***** Data
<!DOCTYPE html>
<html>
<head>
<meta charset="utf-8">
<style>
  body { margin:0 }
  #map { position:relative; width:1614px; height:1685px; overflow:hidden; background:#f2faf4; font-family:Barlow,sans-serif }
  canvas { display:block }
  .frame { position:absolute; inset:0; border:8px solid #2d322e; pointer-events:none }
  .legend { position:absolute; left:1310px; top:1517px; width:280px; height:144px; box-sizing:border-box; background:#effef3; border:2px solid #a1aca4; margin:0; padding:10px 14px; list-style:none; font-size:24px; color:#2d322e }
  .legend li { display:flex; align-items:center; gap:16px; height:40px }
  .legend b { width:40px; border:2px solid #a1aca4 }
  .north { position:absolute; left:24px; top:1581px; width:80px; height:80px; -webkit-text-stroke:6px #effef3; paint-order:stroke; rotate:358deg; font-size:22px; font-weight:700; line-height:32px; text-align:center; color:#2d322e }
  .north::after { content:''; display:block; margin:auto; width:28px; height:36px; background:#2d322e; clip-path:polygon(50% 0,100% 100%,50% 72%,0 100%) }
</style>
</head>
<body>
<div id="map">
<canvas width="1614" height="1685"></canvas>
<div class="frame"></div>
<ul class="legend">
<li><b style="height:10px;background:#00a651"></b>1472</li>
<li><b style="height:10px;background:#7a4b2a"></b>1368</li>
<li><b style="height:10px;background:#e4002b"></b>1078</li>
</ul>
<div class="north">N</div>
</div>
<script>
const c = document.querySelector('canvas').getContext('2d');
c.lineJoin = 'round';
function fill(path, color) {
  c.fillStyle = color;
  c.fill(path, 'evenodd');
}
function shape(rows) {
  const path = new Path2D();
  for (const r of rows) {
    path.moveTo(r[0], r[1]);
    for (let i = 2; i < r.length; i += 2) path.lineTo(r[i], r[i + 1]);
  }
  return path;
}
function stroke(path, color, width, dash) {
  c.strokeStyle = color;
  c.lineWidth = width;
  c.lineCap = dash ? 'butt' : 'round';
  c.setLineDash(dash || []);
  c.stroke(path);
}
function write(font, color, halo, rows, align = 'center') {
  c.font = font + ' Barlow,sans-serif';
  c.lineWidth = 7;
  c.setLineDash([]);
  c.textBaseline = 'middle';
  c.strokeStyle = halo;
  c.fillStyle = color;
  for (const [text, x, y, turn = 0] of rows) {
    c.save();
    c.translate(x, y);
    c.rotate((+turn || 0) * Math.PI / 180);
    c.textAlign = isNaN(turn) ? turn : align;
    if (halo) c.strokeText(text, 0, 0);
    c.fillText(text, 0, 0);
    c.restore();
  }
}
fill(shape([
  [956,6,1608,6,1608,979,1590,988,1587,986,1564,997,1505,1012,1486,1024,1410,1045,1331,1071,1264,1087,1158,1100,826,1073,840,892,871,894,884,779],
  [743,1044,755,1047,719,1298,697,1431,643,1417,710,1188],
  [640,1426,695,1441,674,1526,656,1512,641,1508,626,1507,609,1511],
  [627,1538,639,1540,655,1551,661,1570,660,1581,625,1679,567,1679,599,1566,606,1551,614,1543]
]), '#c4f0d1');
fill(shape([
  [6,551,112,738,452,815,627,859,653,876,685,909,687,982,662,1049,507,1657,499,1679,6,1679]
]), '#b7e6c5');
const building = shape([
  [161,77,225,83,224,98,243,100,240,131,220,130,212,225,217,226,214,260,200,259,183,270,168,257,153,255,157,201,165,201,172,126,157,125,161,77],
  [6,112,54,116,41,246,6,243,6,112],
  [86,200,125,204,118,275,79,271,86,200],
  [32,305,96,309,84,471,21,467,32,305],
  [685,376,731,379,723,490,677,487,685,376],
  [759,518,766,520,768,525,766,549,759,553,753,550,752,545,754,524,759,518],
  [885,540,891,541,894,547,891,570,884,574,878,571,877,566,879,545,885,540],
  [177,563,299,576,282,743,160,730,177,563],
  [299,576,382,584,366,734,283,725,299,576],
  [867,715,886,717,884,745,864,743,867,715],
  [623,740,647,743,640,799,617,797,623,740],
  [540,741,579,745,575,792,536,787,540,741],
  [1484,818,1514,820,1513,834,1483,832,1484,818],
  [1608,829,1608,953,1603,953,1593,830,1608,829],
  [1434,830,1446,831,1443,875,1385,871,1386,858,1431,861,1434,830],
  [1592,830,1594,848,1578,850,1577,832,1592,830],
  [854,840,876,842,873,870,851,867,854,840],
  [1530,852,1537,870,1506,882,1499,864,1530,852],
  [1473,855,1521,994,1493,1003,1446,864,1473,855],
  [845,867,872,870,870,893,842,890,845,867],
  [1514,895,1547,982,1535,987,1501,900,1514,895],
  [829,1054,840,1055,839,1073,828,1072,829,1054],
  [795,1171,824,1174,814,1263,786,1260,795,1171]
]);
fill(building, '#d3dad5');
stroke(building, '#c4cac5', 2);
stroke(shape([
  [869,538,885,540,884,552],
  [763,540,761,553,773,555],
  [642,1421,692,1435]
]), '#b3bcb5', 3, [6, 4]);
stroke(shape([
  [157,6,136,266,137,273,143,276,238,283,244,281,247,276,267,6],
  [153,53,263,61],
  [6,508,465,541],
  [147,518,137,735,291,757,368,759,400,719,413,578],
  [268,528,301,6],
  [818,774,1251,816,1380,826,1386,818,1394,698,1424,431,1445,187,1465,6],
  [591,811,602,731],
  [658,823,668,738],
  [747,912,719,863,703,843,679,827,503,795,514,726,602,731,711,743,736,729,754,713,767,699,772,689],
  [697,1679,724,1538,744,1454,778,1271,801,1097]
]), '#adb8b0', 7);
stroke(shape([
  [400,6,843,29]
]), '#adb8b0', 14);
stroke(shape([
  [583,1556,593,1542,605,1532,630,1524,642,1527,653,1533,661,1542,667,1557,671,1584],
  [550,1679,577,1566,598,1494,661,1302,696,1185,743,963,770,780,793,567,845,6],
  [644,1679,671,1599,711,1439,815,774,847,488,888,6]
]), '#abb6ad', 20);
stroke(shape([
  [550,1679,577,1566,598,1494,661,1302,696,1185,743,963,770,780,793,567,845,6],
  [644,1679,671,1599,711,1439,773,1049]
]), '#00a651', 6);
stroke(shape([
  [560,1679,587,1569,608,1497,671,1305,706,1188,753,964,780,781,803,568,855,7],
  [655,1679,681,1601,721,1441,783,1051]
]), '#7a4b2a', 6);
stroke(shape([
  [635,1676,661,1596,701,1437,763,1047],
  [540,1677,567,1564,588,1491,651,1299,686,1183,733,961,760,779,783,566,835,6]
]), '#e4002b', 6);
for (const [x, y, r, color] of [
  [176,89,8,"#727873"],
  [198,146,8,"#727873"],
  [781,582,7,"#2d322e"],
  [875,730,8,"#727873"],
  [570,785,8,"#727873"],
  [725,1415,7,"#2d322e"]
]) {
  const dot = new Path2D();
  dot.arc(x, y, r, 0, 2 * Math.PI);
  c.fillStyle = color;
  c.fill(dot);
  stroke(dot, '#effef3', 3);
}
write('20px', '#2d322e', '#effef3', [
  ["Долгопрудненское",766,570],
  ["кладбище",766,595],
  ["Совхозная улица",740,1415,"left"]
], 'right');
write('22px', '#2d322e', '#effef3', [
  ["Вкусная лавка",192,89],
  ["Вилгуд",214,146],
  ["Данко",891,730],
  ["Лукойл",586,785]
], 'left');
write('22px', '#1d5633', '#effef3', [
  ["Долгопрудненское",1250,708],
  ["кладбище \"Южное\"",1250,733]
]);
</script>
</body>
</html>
**********
◆ What you will do ◆
Look above for the line with "const dot = new Path2D();", then copy it and each later line exactly, stopping at the last line of the records.

◆ Solution below ◆
  const dot = new Path2D();
  dot.arc(x, y, r, 0, 2 * Math.PI);
  c.fillStyle = color;
  c.fill(dot);
  stroke(dot, '#effef3', 3);
}
write('20px', '#2d322e', '#effef3', [
  ["Долгопрудненское",766,570],
  ["кладбище",766,595],
  ["Совхозная улица",740,1415,"left"]
], 'right');
write('22px', '#2d322e', '#effef3', [
  ["Вкусная лавка",192,89],
  ["Вилгуд",214,146],
  ["Данко",891,730],
  ["Лукойл",586,785]
], 'left');
write('22px', '#1d5633', '#effef3', [
  ["Долгопрудненское",1250,708],
  ["кладбище \"Южное\"",1250,733]
]);
</script>
</body>
</html>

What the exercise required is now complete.